US auto sales beat all estimates in March with a 6.3% increase
Beating up all expectations, U.S. auto dealers sold more than 1.65 million new vehicles in March, a 6.3% jump compared with a year earlier, according to Autodata Corp. That easily outpaced analysts’ forecasts, like the 3% increase from Edmunds.com and a 2.6% rise from Cox Automotive.
The seasonally adjusted annual rate (SAAR) ended up at 17.49 million. This is the seventh straight month the figure surpasses 17 million units.
The increasing demand of light trucks felt stronger last month with sales of trucks and SUVs hiking 16.3% while car sales plunged 9.2%, Autodata figures show. Nearly two-thirds of all vehicles sold were trucks or SUVs.

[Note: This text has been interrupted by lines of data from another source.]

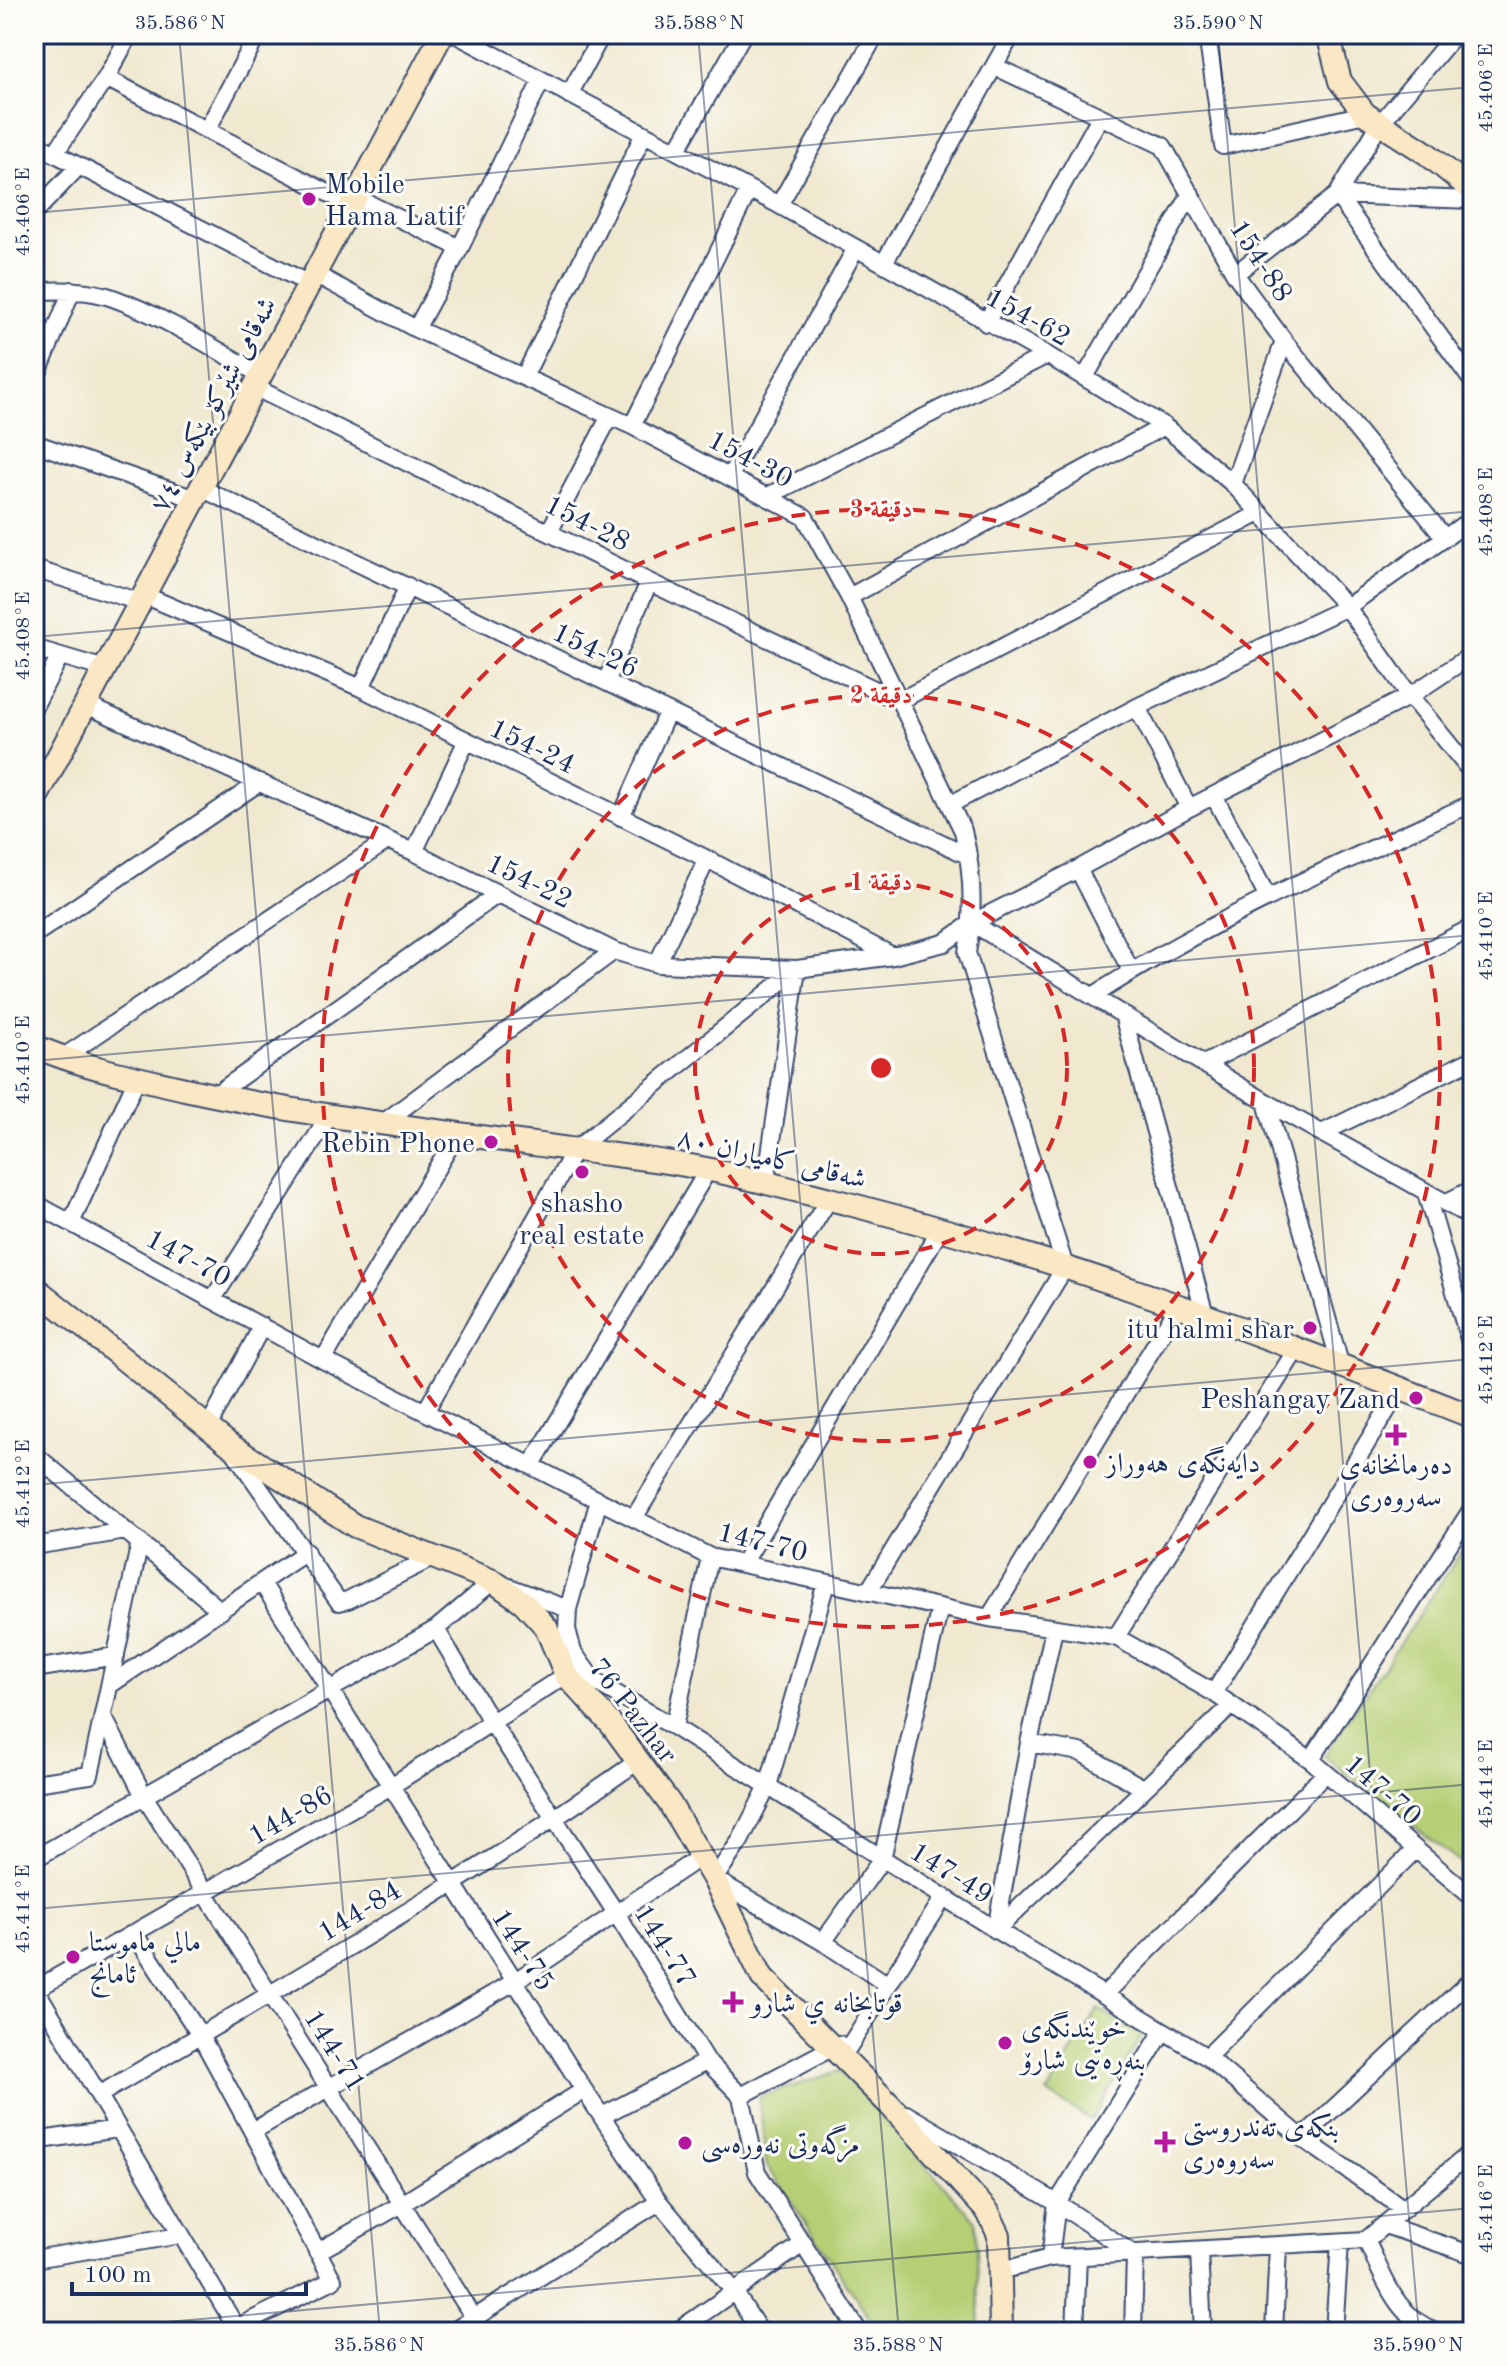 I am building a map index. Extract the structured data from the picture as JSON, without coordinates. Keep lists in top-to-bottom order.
{
  "streets": {
    "street": [
      "154-88",
      "154-62",
      "شەقامی شێرکۆ بێکەس ٧٤",
      "154-30",
      "154-28",
      "154-26",
      "154-24",
      "154-22",
      "شەقامی کامیاران ٨٠",
      "147-70",
      "76 Pazhar",
      "144-86",
      "147-49",
      "144-84",
      "144-77",
      "144-75",
      "144-71"
    ]
  },
  "crossings": [
    ["154-62", "154-22"],
    ["شەقامی شێرکۆ بێکەس ٧٤", "154-30"],
    ["شەقامی شێرکۆ بێکەس ٧٤", "154-28"],
    ["شەقامی شێرکۆ بێکەس ٧٤", "154-26"],
    ["شەقامی شێرکۆ بێکەس ٧٤", "154-24"],
    ["شەقامی شێرکۆ بێکەس ٧٤", "154-22"],
    ["154-30", "154-28"],
    ["154-30", "154-26"],
    ["154-30", "154-22"],
    ["154-30", "شەقامی کامیاران ٨٠"],
    ["154-24", "154-22"],
    ["76 Pazhar", "144-86"],
    ["76 Pazhar", "144-84"],
    ["144-86", "144-77"],
    ["144-86", "144-75"],
    ["144-86", "144-71"],
    ["144-84", "144-77"],
    ["144-84", "144-75"],
    ["144-84", "144-71"]
  ],
  "places": {
    "other": [
      "Mobile Hama Latif",
      "Rebin Phone",
      "shasho real estate",
      "itu halmi shar",
      "Peshangay Zand",
      "دایەنگەی هەوراز",
      "مالي ماموستا ئامانج",
      "خوێندنگەی بنەڕەتیی شارۆ",
      "مزگەوتی نەورەسی"
    ],
    "health": ["دەرمانخانەی سەروەری", "قوتابخانه ي شارو", "بنکەی تەندروستی سەروەری"]
  },
  "scale_bar": "100 m",
  "coordinates": [
    "35.586°N",
    "35.588°N",
    "35.590°N",
    "45.406°E",
    "45.408°E",
    "45.410°E",
    "45.412°E",
    "45.414°E",
    "45.416°E"
  ],
  "rings": ["3 دقيقة", "2 دقيقة", "1 دقيقة"]
}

Such trend boosted sales of the Big Detroit 3 automakers far more than expected with General Motors (GM) leading the pack after it posted a surprising 15.7% gain to 296,138 vehicles. The automaker announced today that after March, it would stop reporting monthly sales in favor of quarterly numbers.

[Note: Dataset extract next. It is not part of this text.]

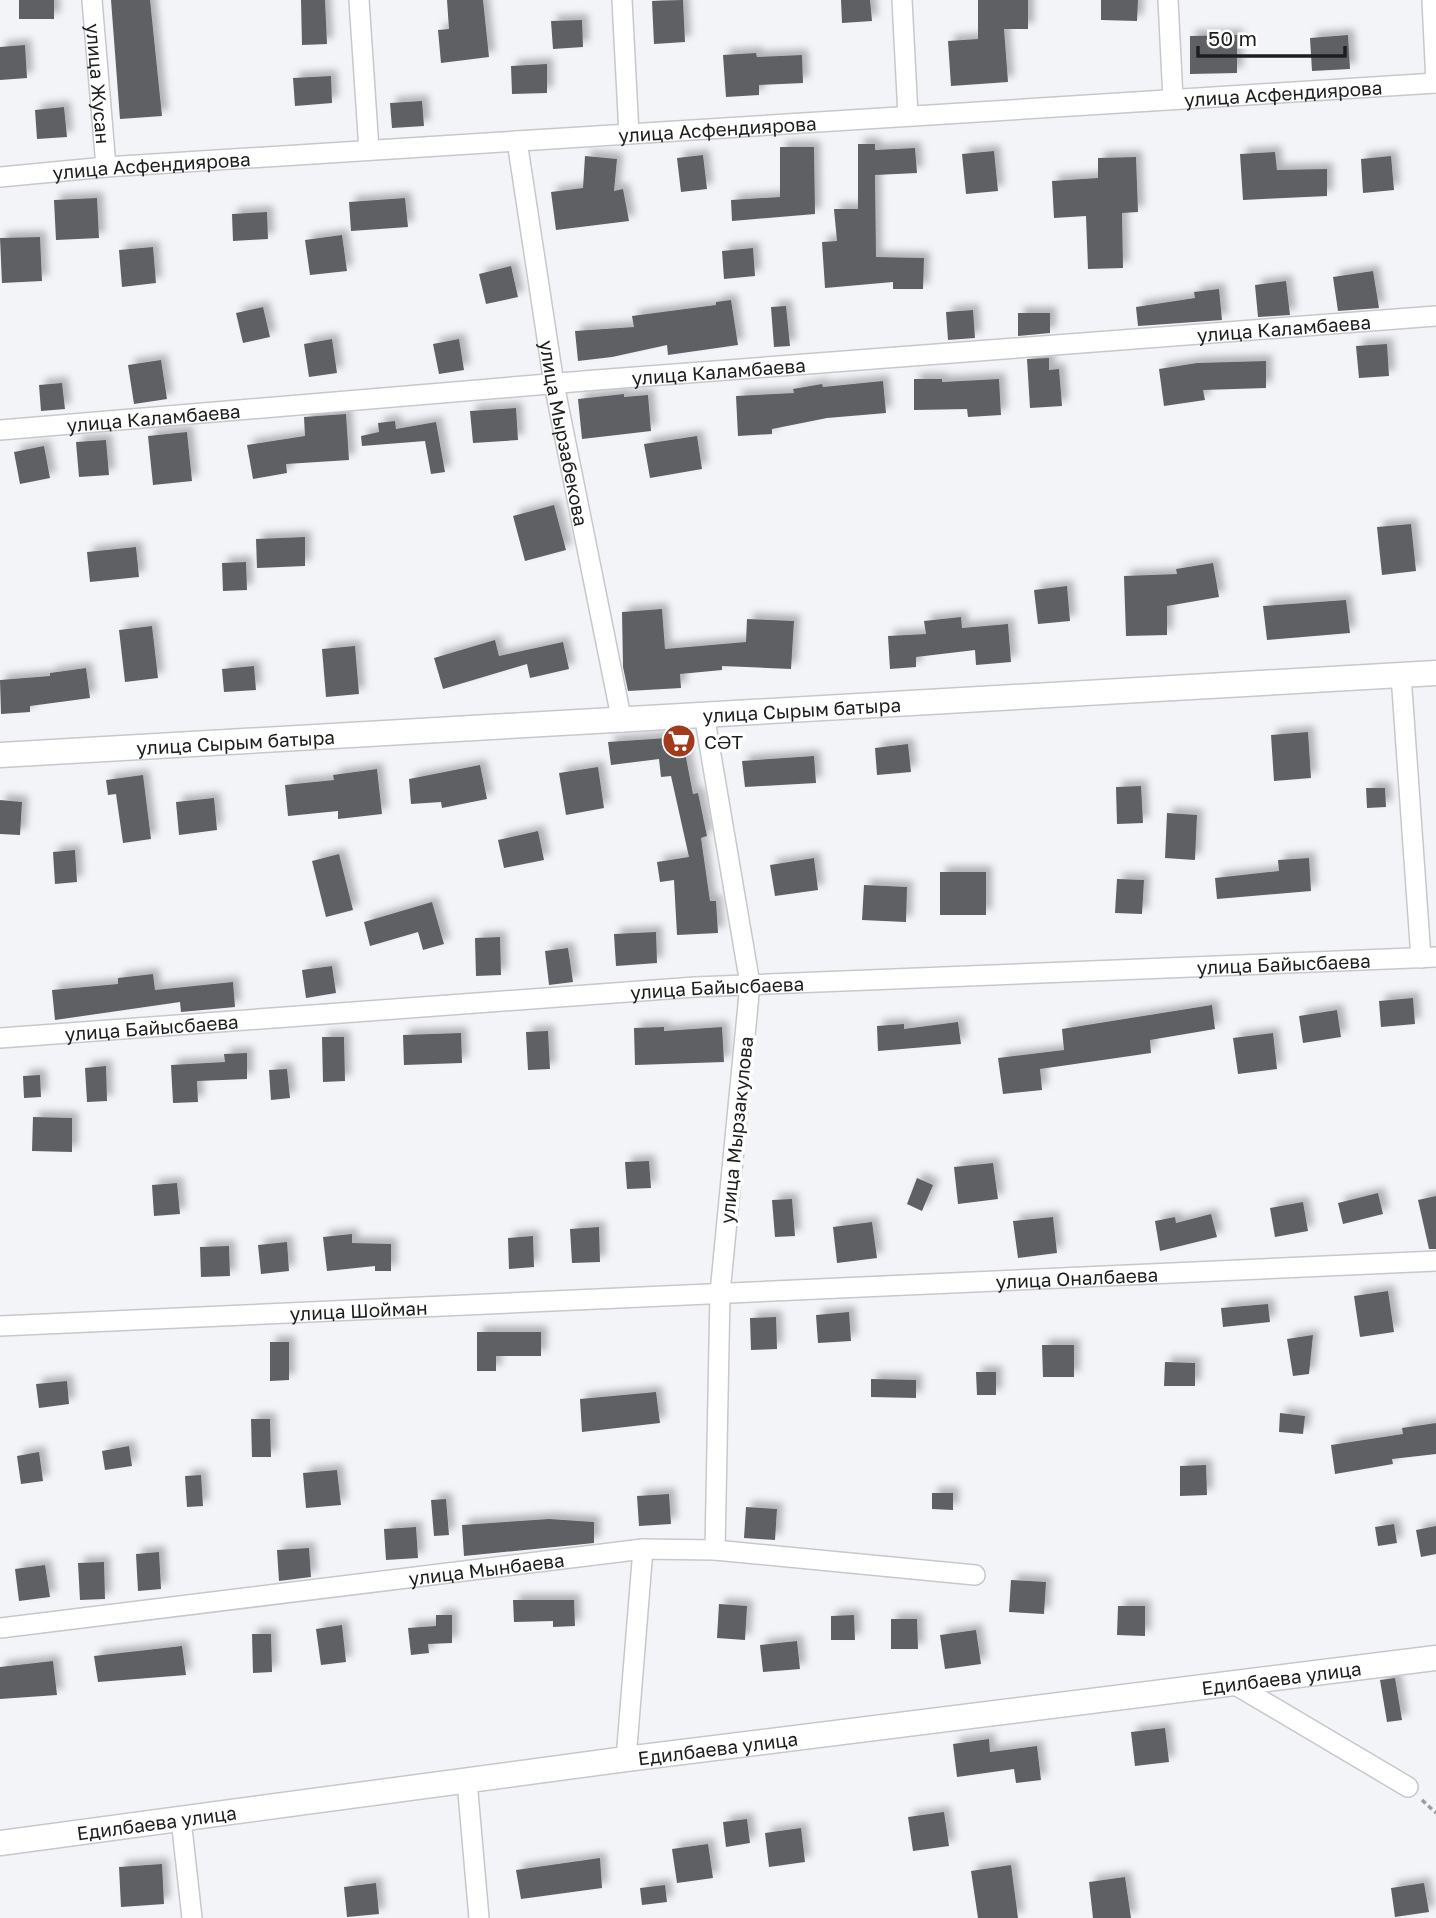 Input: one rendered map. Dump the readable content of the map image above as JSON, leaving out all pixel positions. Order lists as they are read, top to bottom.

Following GM also with a two-digit jump was Fiat Chrysler Automobiles (FCA) and its 13.6% rise to 216,063 vehicles, lifted by a skyrocketing 44.7% increase in sales by the Jeep brand. Ford Motor was up 3.5% to 243,021 units.
Among the Japanese automakers, Subaru continued its hot sales streak with a 5.9% increase to 58,097 cars and SUVs, Honda rose 3.8% to 142,392 units led by the Acura luxury brand, which saw a 15.7% increase, Toyota was up 3.5% to 222,782 vehicles, while Nissan declined 3.7% to 162,535.
Korean brands Hyundai and Kia saw a mixed result with the first posting a 11% decrease to 61,540 units due to a lack of crossovers in its catalog, while the latter saw a 2.5% increase to 50,645 vehicles, boosted by a 41% hike in sales of the Sportage CUV.
Volkswagen sales were up 13.5% to 52,992 units.
The U.S. market is the main destination of Mexico’s auto exports representing more than 70% of total. According to Wards Auto, Mexico-made vehicles currently account for around of 15% total U.S. auto sales.